Saved data entries:
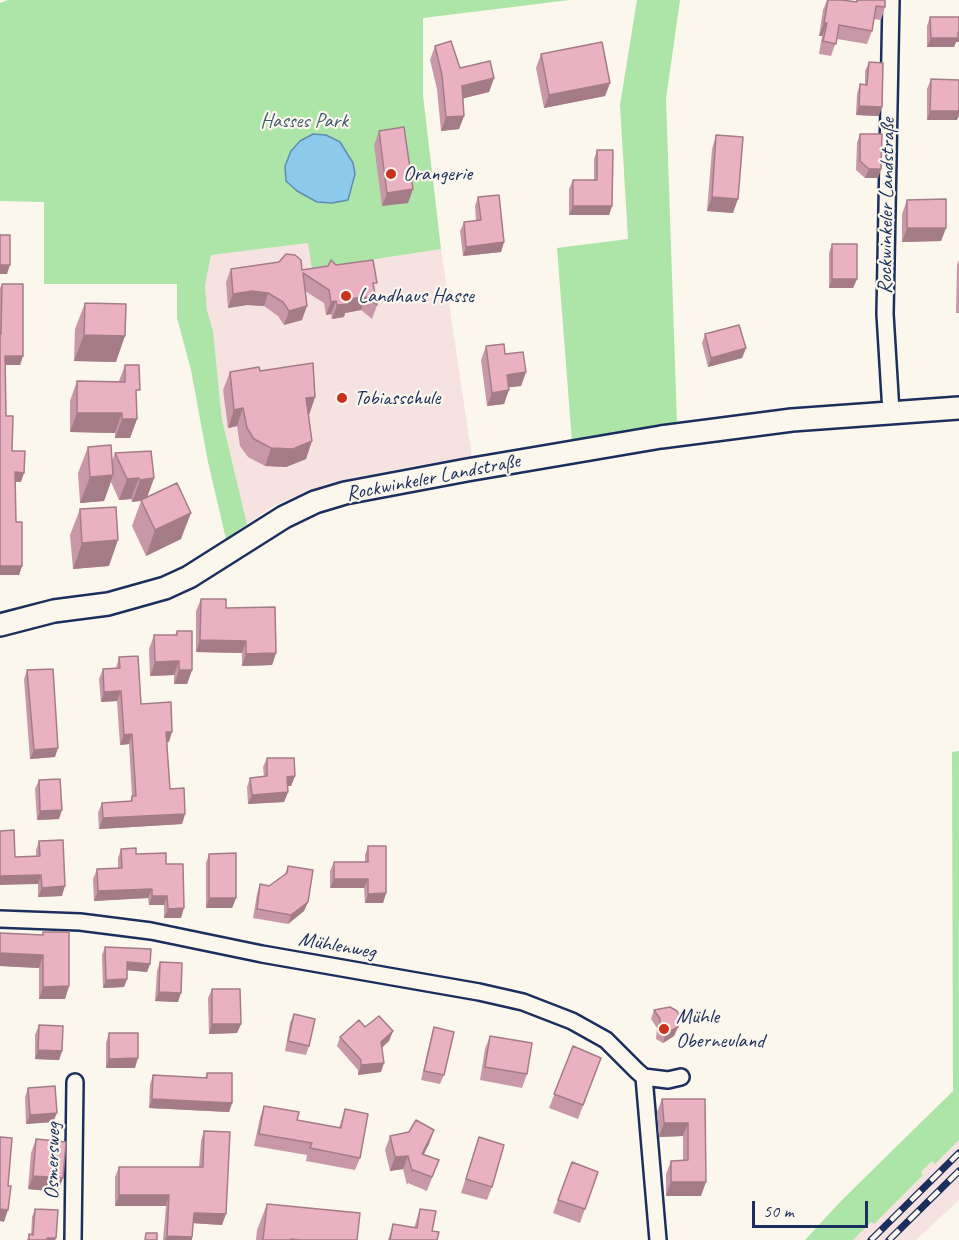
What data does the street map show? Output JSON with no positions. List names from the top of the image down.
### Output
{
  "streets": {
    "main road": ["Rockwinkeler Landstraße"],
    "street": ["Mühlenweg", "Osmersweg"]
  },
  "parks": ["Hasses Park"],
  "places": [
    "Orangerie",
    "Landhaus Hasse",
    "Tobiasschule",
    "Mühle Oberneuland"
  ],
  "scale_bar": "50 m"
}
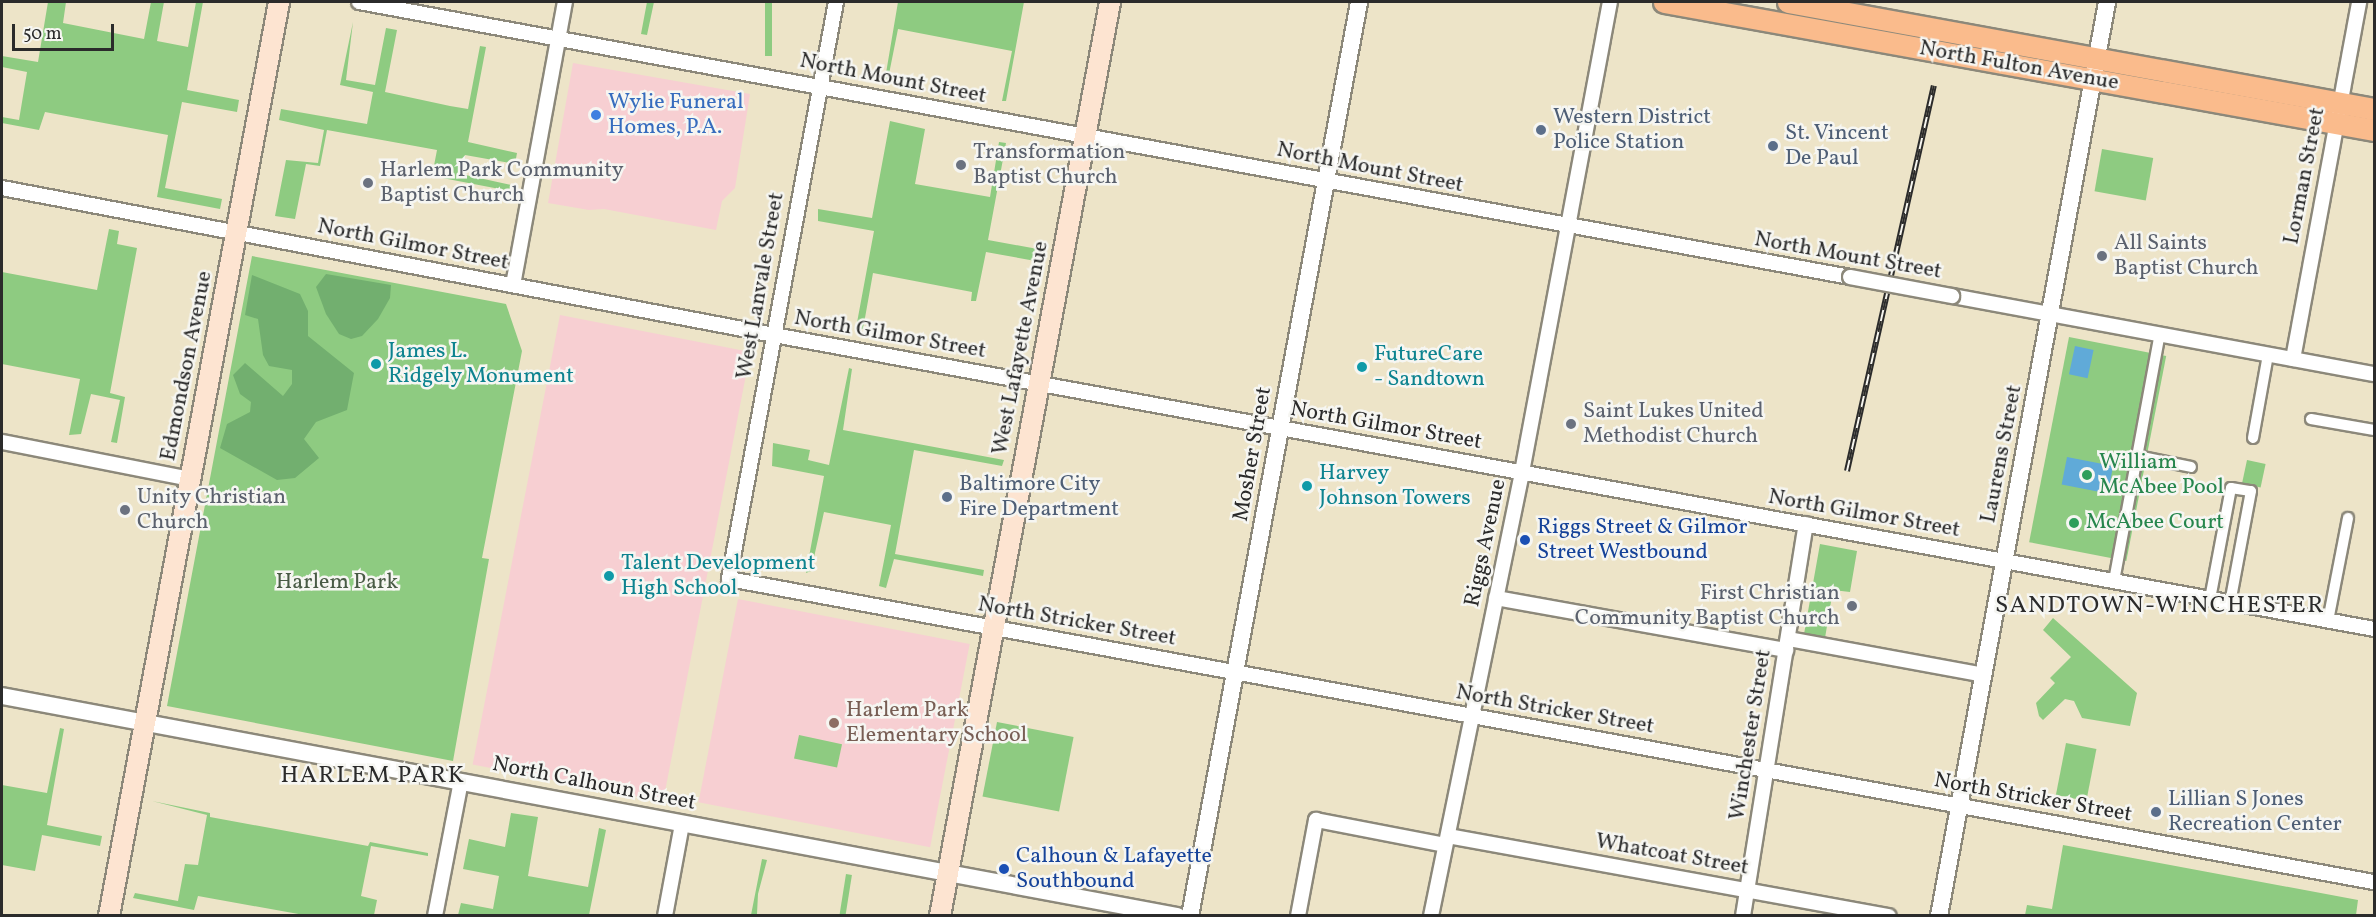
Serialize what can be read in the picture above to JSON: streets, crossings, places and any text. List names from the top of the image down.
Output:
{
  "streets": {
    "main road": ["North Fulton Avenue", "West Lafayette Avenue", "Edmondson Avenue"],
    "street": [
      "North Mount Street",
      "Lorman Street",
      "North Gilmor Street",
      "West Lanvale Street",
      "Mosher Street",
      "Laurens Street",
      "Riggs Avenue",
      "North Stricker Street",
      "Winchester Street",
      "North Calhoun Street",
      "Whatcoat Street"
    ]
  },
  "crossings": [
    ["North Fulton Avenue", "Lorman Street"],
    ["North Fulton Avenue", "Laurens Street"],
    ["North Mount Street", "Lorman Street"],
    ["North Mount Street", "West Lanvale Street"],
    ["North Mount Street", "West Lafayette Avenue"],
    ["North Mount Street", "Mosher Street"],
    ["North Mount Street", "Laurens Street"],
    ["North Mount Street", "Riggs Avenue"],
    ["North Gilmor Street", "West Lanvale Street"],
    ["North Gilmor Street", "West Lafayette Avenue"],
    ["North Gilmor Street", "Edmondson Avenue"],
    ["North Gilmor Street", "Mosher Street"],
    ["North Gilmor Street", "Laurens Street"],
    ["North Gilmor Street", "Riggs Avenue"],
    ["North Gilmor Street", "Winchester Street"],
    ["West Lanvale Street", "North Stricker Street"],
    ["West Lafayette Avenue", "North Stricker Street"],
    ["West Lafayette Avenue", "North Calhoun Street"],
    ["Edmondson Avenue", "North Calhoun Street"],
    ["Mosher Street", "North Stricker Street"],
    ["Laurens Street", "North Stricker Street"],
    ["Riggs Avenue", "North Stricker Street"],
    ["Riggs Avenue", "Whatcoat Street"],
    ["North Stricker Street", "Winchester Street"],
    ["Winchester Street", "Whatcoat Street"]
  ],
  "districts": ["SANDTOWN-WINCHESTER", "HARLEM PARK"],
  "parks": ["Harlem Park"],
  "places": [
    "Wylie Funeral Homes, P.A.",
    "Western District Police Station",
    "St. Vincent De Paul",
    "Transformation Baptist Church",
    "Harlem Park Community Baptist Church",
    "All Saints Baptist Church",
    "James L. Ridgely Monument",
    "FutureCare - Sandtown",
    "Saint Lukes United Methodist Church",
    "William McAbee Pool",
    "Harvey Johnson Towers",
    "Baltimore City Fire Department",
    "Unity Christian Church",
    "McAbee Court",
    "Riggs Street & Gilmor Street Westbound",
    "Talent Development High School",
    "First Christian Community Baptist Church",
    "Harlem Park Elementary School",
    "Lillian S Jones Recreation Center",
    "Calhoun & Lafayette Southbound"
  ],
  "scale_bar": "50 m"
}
---
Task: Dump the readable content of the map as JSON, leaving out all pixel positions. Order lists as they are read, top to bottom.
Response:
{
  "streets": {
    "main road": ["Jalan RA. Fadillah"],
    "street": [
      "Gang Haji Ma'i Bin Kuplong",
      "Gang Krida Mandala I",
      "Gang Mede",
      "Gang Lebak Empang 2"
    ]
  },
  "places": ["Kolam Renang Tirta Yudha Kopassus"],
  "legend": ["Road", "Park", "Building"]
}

**What is required**
Go through the records and report each line that contains "read".

**Solution for this exercise**
Serialize what can be read in the picture above to JSON: streets, crossings, places and any text. List names from the top of the image down.
Task: Dump the readable content of the map as JSON, leaving out all pixel positions. Order lists as they are read, top to bottom.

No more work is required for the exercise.